§ **Work to be completed**: Reproduce exactly the line containing "Parse the map" and every line after it, through the last line of the records below; add nothing.

########################################

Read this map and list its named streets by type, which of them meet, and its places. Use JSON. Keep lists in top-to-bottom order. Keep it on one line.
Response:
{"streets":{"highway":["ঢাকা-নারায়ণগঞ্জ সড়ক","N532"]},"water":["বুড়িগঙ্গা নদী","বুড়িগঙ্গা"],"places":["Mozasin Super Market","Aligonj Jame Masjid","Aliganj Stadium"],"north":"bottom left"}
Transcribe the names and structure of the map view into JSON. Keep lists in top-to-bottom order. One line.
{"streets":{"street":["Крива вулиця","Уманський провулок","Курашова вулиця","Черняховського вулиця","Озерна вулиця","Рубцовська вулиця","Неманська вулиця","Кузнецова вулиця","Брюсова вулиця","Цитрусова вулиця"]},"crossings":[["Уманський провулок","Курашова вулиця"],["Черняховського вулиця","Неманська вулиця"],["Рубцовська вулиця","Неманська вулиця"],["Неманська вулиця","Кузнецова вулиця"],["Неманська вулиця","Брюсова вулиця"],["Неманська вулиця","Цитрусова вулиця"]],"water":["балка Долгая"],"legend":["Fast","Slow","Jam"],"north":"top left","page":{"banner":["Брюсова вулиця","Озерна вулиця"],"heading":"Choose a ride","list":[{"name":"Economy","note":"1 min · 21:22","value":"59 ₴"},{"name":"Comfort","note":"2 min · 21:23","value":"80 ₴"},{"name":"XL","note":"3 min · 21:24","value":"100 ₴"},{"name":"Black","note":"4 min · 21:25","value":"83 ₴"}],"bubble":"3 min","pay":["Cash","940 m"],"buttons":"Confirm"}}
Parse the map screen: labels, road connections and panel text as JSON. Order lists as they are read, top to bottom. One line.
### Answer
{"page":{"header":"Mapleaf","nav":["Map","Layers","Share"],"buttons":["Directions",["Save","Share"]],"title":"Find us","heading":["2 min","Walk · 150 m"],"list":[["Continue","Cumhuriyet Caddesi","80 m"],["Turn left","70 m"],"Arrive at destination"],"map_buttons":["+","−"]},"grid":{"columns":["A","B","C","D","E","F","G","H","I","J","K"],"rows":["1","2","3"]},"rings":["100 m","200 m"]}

########################################

§ **Exercise answer**:
Parse the map screen: labels, road connections and panel text as JSON. Order lists as they are read, top to bottom. One line.
### Answer
{"page":{"header":"Mapleaf","nav":["Map","Layers","Share"],"buttons":["Directions",["Save","Share"]],"title":"Find us","heading":["2 min","Walk · 150 m"],"list":[["Continue","Cumhuriyet Caddesi","80 m"],["Turn left","70 m"],"Arrive at destination"],"map_buttons":["+","−"]},"grid":{"columns":["A","B","C","D","E","F","G","H","I","J","K"],"rows":["1","2","3"]},"rings":["100 m","200 m"]}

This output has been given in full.